We Already Live on Mars


cartoon by Shizzblatt on TAHT comics on reddit

It’s easy to ridicule the techno-utopians who, in their ongoing denial and defiance of civilization’s accelerating collapse, talk and scheme about leaving this planet and building a new civilization on another one.

But in many ways, we already live on a foreign planet, or, rather, we live in an artificial, prosthetic world, one that is utterly and irrevocably dependent on and embedded in the natural world it is aggressively destroying to manage its day-to-day functioning.

There have been many studies showing that the impact of collapse, especially economic and financial collapse and the resulting incapacity to maintain even basic infrastructure, will be especially severe in cities and suburbs. Our urbanized civilization requires vast amounts of resources — including rare goods from far away, and cheap labour to deliver things and fix things that break (like pipes and downed wires and cars and appliances and elevators), which they are always doing. A review of past economic depressions reveals that many things simply became more-or-less permanently unavailable, and people just learned to do without. Of course, if what you’re waiting for is food, heating fuel, fuel for transportation, and electricity for your lights, businesses and elevators, you can’t afford to wait long. Eventually you give up waiting and move where the things you need are still available.

It’s doubtful that most of the utopian scenarios that see suburbanites turning their lawns into gardens, and abandoning their jobs for work walking distance from home, will ever see the light of day. Those lawns have mostly already been stripped of their usable soils. There are not nearly enough jobs, especially when the collapse of the internet takes telework off the table. And when the power lines and water lines go down, they will have to wait ages for their restoration, since more concentrated urban dwellers will be served first.

Things will not be any better in rural areas. Most farm acreage is now monoculture, heavily dependent on fertilizers and irrigation and pesticides and other foreign inputs, and is owned by soon-to-be-bankrupt Big Ag mega-corporations, and as markets for their cheap-transport-dependent  products dry up, the single-product farm workers will abandon the farms, as they did in droves during the Great Depression, and join the swelling ranks of the unemployed in the cities.
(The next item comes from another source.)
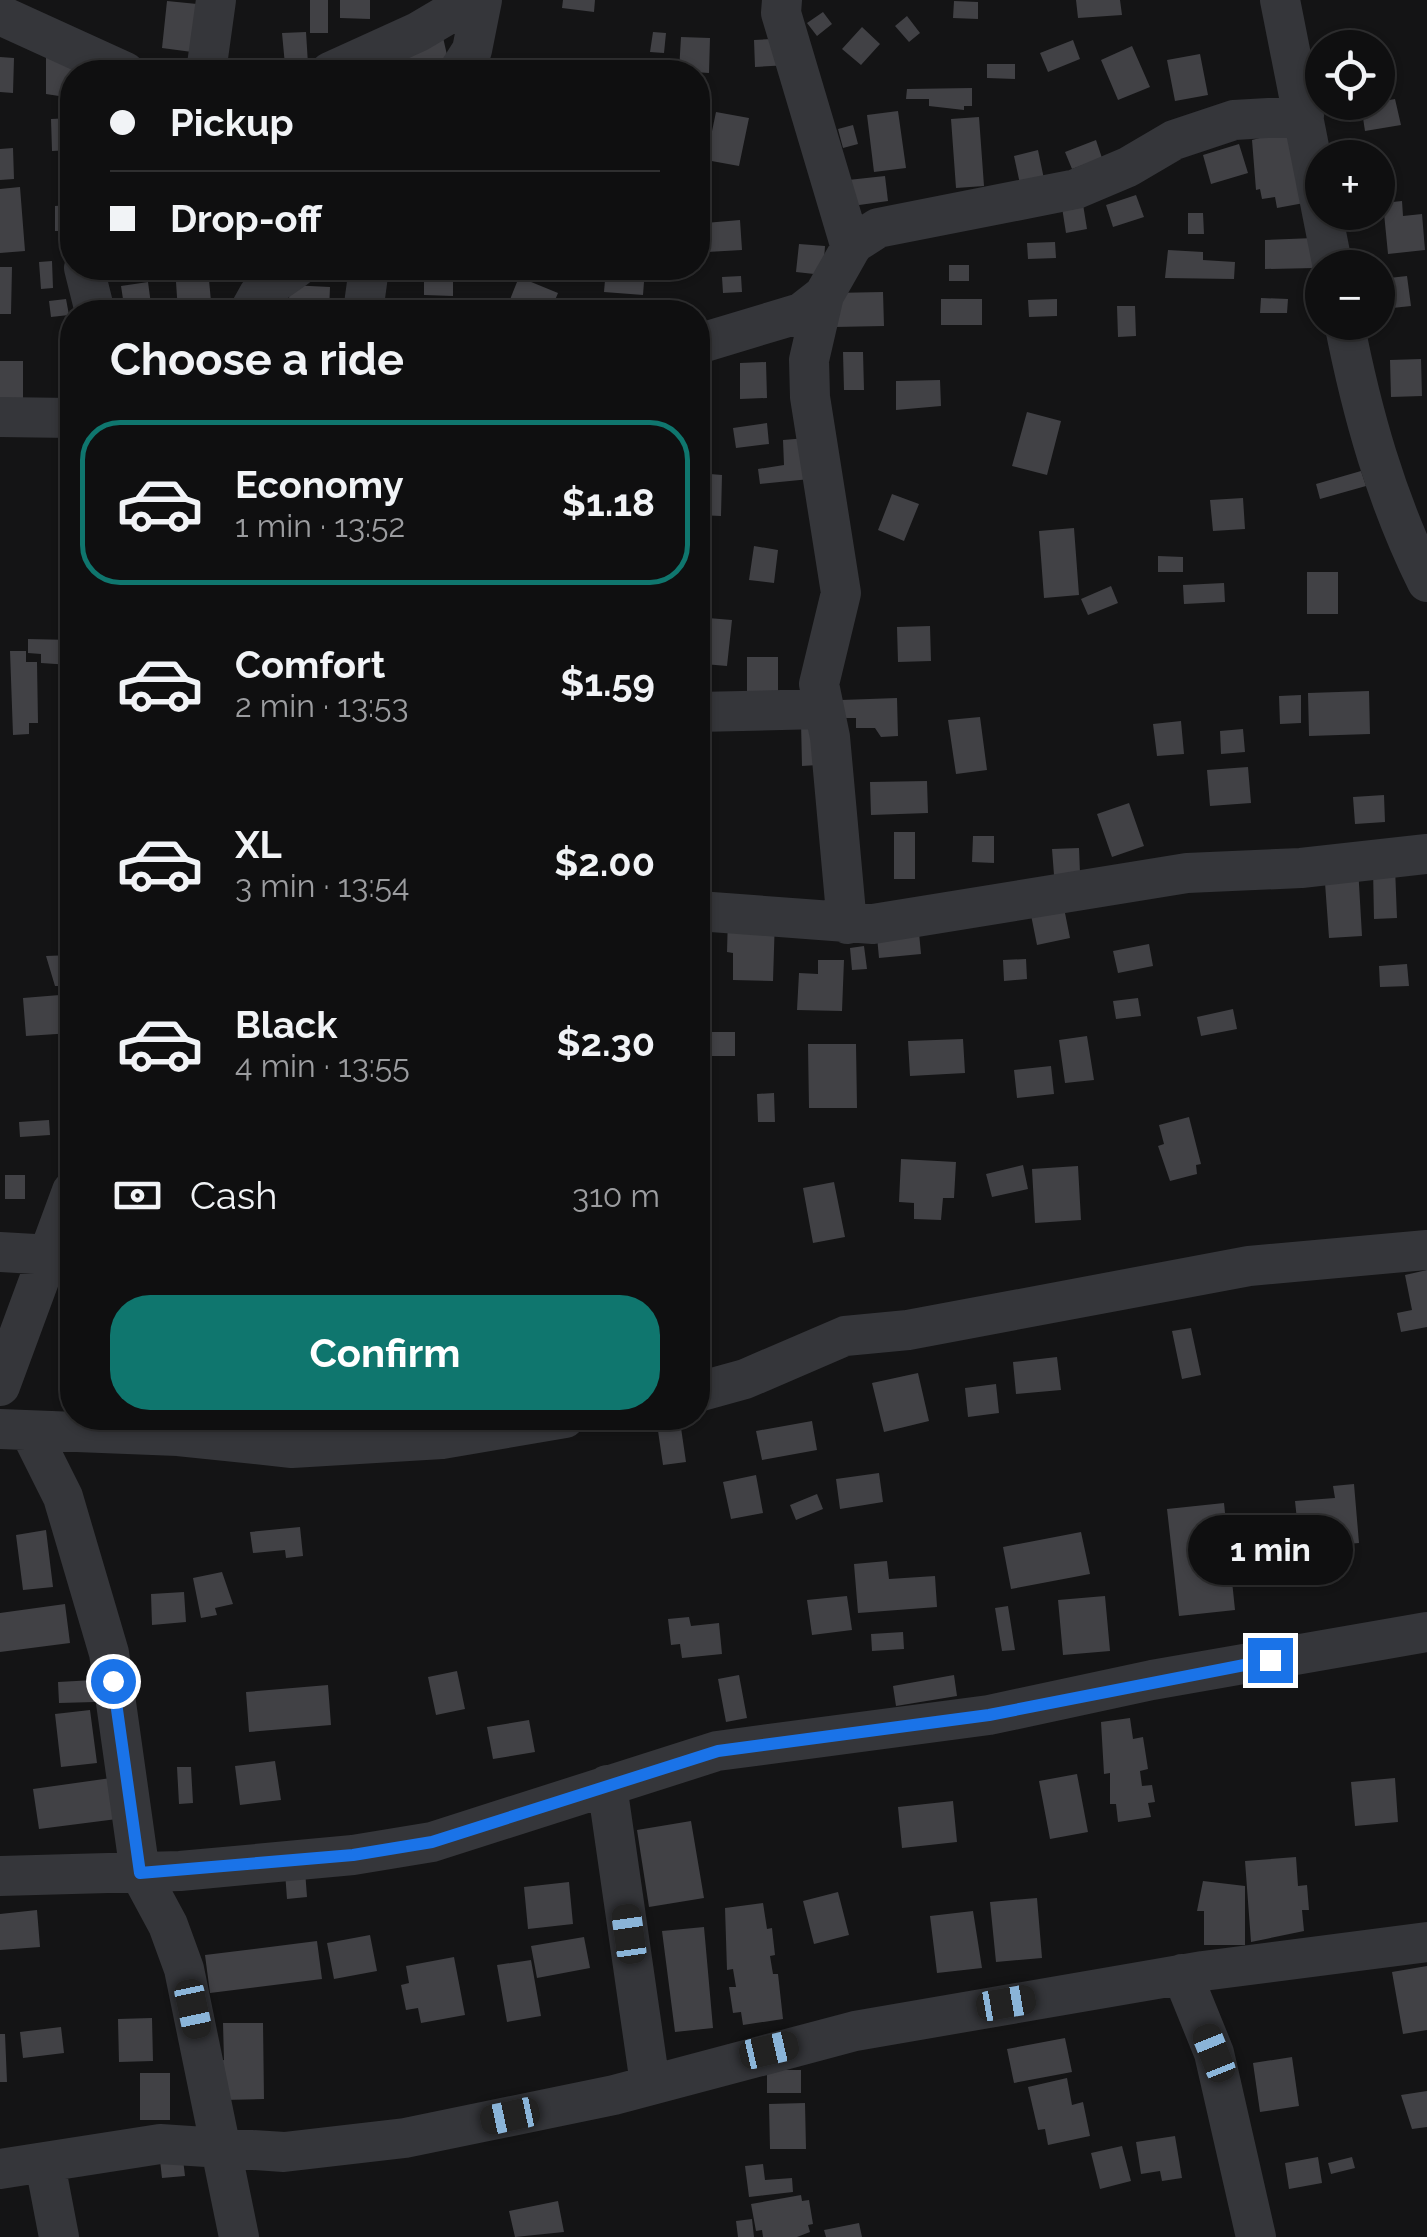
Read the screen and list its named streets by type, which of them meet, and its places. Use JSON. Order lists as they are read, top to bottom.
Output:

I could go on, but you get the idea. The only people who are not living in an unsustainable, prosthetic world these days are a tiny number of hardworking self-sufficient independent polyculture farmers. That tiny number includes a surprising number of this blog’s readers, as I keep discovering. But they’re going to be overwhelmed by the vast numbers turning to them for jobs and handouts, and there will be far too little to go around.

While it is true that this is a Long Emergency that we’re now entering, one that will unfold over decades, our economy is so tightly wound that supply chain collapses many orders of magnitude greater than what we’re now witnessing could arrive overnight and change our living conditions very quickly. As the people of Sri Lanka have discovered, your money’s not of much help when there is no food in the shops, no fuel in the service stations, and the power, and lights, keep going out for longer and longer periods.

One recent study suggested that the average amount of time a family in the west could survive (ie keep their home, possessions and food on the table) if they were suddenly without a paycheque, is sixty days. After that they are essentially bankrupt, and without the largesse of others, they’re out on the street begging. That seems extreme, but anyone who’s lived through a depression will tell you that’s exactly how, and how quickly, it happens.

While panic is certainly no answer, our current complacency about the vulnerability of our current way of life is rather alarming. We are living on a knife age, in this era of “hyper-efficient” global interdependence, and the fact that it may take a decade or two to slowly slip off that edge won’t make much difference, since there’s absolutely no way of climbing back on it once that happens.

So when you read about the idiots planning manned trips to Mars, remember that in many ways we already live on Mars — we live astonishingly precarious lives connected by a thin, fragile, unraveling tether to the endangered sources of everything that makes life for humans possible.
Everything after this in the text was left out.